I find mushrooms incredible … their sole function is to lift their spores out of the ground to be carried away by the wind. So why do they have this immense variety of shapes, colors, and constituents, some of them psychoactive? As far as we know, they don’t communicate with other mushrooms above the ground, and they don’t use these toxins to protect themselves. There’s something else going on that we don’t understand.
Towering mushroom collages, a maze of mirrored panels, abstract paintings, hyperreal little fishes, an environment for children in the form of a huge dice: Höller unites art, play, and phenomenology to transform the gallery into a laboratory of reason and the incomprehensible. With a professional formation in the natural sciences, Höller has long been fascinated by the unique attributes and behaviors of people, fungi, and animals. The Giant Triple Mushroom (2015) sculptures combine enlarged cross-sections of three different species, fungal hybrids that seem at once empirical and surreal. Fly agaric mushrooms always make up at least half of these sculptures; like many of Höller’s topics, they are both formally and conceptually captivating, incarnations of “irrationality with a method.” When ingested, they can induce hallucinogenic effects—as seen in Muscimol (1996), an early video of the artist under the influence. Flying Mushrooms (2015) is a giant stabile with moving parts, which turns when its lowest arm is pushed, causing a crop of seven fly agaric replicas to orbit slowly through the air, living up to their name. Each mushroom is cut vertically down the middle, then reassembled so that one half is upright and the other upended, the distinctive white-spotted red caps spinning like propellers at either end of their stems.

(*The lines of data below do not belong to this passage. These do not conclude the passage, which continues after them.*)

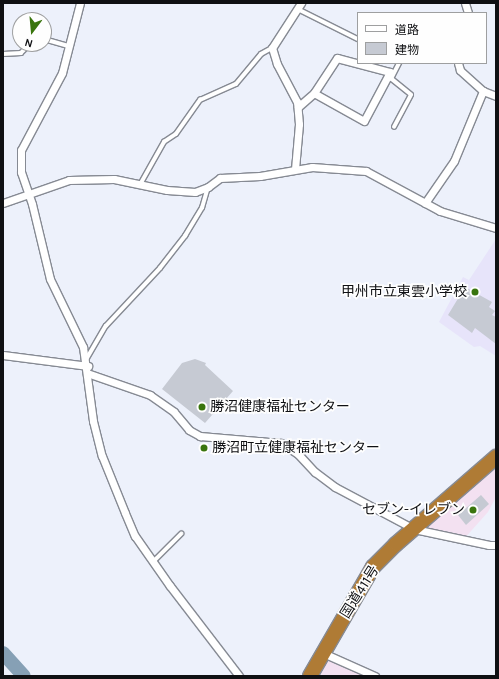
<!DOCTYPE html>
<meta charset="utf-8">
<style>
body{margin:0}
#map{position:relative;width:499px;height:679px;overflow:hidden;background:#edf1fb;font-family:Karla,"Noto Sans JP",sans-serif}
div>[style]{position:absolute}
.commercial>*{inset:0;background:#f3e1f1}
.education>*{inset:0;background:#e7e4fa}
.river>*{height:14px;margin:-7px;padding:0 7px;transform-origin:7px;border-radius:7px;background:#86a0b5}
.building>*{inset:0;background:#c6cad3}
.roads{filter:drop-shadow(1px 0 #868a93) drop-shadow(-1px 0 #868a93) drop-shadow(0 1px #868a93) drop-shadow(0 -1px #868a93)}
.lane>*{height:3.5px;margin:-1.75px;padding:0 1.75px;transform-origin:1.75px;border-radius:1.75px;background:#fff}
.street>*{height:7px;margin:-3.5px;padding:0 3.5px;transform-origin:3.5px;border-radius:3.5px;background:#fff}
.highway>*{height:14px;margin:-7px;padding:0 7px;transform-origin:7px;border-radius:7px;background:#af7b35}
.dots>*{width:11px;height:11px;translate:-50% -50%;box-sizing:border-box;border:2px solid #fefefe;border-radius:50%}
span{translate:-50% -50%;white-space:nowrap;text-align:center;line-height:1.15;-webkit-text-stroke:3.5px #fefefe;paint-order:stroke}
.poi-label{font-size:14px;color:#0f1013}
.right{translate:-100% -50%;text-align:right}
.left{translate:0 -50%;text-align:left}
.street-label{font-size:14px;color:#0f1013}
.frame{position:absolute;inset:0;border:4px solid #0f1013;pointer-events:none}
.legend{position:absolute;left:357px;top:12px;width:130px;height:52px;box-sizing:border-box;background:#fefefe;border:1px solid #9e9fa0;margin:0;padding:5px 7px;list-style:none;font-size:12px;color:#0f1013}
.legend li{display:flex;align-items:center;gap:8px;height:20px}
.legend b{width:20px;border:1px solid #9e9fa0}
.north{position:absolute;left:12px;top:12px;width:40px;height:40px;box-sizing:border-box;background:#fefefe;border:1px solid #9e9fa0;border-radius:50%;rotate:196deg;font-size:11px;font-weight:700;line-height:16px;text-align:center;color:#0f1013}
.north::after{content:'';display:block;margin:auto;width:14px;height:18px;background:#39750d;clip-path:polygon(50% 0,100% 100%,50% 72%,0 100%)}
</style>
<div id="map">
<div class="commercial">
<div style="clip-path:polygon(496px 457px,496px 497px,488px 512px,463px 540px,414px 529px)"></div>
<div style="clip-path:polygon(323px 653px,375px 676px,310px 676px)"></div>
</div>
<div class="education">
<div style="clip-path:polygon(496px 239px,496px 356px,480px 346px,474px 347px,439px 322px,463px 277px,469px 280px)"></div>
</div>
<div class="river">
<div style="left:3px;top:653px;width:31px;rotate:48deg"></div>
</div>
<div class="building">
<div style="clip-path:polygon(465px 287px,492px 302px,489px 307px,495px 311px,492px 315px,496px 317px,496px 344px,475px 328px,472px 333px,448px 315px)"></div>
<div style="clip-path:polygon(195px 359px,206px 363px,205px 365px,233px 391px,205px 423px,162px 389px,182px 363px)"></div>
<div style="clip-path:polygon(481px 495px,489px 504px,466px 525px,458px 515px)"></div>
</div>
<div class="roads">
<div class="lane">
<div style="left:298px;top:9px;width:67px;rotate:26.6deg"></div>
<div style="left:44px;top:39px;width:26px;rotate:16deg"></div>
<div style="left:3px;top:54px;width:18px;rotate:-3deg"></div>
<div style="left:21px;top:53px;width:13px;rotate:-45deg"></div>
<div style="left:394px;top:127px;width:36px;rotate:-62deg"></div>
<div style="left:411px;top:95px;width:26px;rotate:-141deg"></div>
<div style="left:391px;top:79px;width:18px;rotate:-63deg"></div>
<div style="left:141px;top:183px;width:47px;rotate:-60.7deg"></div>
<div style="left:164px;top:142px;width:14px;rotate:-34deg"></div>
<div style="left:176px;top:134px;width:42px;rotate:-54.8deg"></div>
<div style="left:200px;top:100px;width:39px;rotate:-24deg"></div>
<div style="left:236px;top:84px;width:39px;rotate:-50deg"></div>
<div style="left:261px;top:54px;width:13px;rotate:-29deg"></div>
<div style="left:86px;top:360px;width:39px;rotate:-60deg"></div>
<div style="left:106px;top:326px;width:79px;rotate:-47deg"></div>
<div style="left:160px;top:268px;width:41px;rotate:-52deg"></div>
<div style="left:185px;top:236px;width:33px;rotate:-59deg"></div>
<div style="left:202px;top:208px;width:22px;rotate:-74deg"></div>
<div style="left:153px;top:562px;width:40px;rotate:-45deg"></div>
</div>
<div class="street">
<div style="left:80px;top:3px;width:72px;rotate:104.4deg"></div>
<div style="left:62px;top:73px;width:87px;rotate:118deg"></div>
<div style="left:21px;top:150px;width:22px;rotate:90deg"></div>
<div style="left:21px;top:172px;width:34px;rotate:71deg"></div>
<div style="left:32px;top:204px;width:77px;rotate:76.5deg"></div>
<div style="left:50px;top:279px;width:76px;rotate:64.1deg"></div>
<div style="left:83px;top:347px;width:75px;rotate:82.3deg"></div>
<div style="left:93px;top:421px;width:36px;rotate:76deg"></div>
<div style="left:102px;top:456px;width:61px;rotate:68deg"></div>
<div style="left:125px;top:513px;width:25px;rotate:67deg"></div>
<div style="left:135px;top:536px;width:61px;rotate:55deg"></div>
<div style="left:170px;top:586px;width:113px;rotate:52.5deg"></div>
<div style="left:465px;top:3px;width:10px;rotate:73deg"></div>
<div style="left:483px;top:91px;width:14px;rotate:21deg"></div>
<div style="left:298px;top:107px;width:21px;rotate:-41deg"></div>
<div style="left:314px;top:93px;width:42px;rotate:-56.7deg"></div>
<div style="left:337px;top:58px;width:55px;rotate:14.8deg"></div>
<div style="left:390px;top:72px;width:55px;rotate:118deg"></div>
<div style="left:364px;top:121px;width:57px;rotate:-150.8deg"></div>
<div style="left:295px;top:169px;width:45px;rotate:-84.9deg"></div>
<div style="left:299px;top:124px;width:22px;rotate:-95deg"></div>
<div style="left:297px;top:102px;width:43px;rotate:-117.8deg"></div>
<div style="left:277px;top:64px;width:17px;rotate:-107deg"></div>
<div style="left:272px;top:48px;width:54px;rotate:-57.2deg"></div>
<div style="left:3px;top:203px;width:70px;rotate:-19.2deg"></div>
<div style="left:69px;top:180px;width:45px;rotate:-1.3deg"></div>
<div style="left:114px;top:179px;width:54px;rotate:11.7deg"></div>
<div style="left:167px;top:190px;width:28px;rotate:4deg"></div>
<div style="left:195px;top:192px;width:14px;rotate:-21deg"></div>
<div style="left:208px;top:187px;width:15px;rotate:-37deg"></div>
<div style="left:220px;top:178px;width:40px;rotate:-2.9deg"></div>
<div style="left:260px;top:176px;width:53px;rotate:-9.8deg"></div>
<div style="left:312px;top:167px;width:54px;rotate:4.2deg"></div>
<div style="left:366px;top:171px;width:84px;rotate:28.4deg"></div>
<div style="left:440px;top:211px;width:59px;rotate:16.9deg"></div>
<div style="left:425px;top:203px;width:51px;rotate:-55.4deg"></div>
<div style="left:454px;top:161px;width:76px;rotate:-67.5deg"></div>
<div style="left:483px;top:91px;width:31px;rotate:-138deg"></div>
<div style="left:460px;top:70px;width:7px;rotate:-106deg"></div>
<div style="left:3px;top:355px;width:86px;rotate:7.4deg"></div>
<div style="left:87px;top:373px;width:67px;rotate:19.2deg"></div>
<div style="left:150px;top:395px;width:29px;rotate:35deg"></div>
<div style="left:174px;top:412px;width:23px;rotate:50deg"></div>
<div style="left:189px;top:430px;width:13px;rotate:29deg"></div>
<div style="left:200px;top:436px;width:81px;rotate:4.9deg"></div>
<div style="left:281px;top:443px;width:20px;rotate:33deg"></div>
<div style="left:298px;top:454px;width:25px;rotate:47deg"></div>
<div style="left:315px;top:472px;width:25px;rotate:37deg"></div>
<div style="left:335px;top:487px;width:89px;rotate:28deg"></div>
<div style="left:414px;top:529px;width:77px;rotate:12deg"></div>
<div style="left:489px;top:545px;width:7px"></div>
<div style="left:323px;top:653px;width:57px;rotate:23.9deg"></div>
</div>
<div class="highway">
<div style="left:310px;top:676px;width:126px;rotate:-60deg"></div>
<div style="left:373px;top:567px;width:33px;rotate:-45deg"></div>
<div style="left:396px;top:544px;width:133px;rotate:-41deg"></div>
</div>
</div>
<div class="dots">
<div style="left:475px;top:292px;background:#39750d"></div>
<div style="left:202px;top:407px;background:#39750d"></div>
<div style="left:204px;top:448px;background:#39750d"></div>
<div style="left:473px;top:510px;background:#39750d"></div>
</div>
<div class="poi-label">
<span class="right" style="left:467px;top:292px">甲州市立東雲小学校</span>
<span class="left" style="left:210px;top:407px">勝沼健康福祉センター</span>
<span class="left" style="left:212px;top:448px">勝沼町立健康福祉センター</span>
<span class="right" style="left:465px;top:510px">セブン-イレブン</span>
</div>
<div class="street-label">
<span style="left:360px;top:592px;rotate:-58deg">国道411号</span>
</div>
<div class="frame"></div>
<ul class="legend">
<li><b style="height:5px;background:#fff"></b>道路</li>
<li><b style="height:11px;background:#c6cad3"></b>建物</li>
</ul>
<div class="north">N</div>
</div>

Höller searches for reason only to escape or disprove it. He allows experience to surpass meaning, and provides a model for infinity through radical simplicity. While his Divisions paintings, animal works, and neon objects embody this model, Revolving Doors (2004/16) repeats the mirrored image endlessly, creating a mise-en-abîme that engulfs those who enter it in a multitude of ever-changing reflections.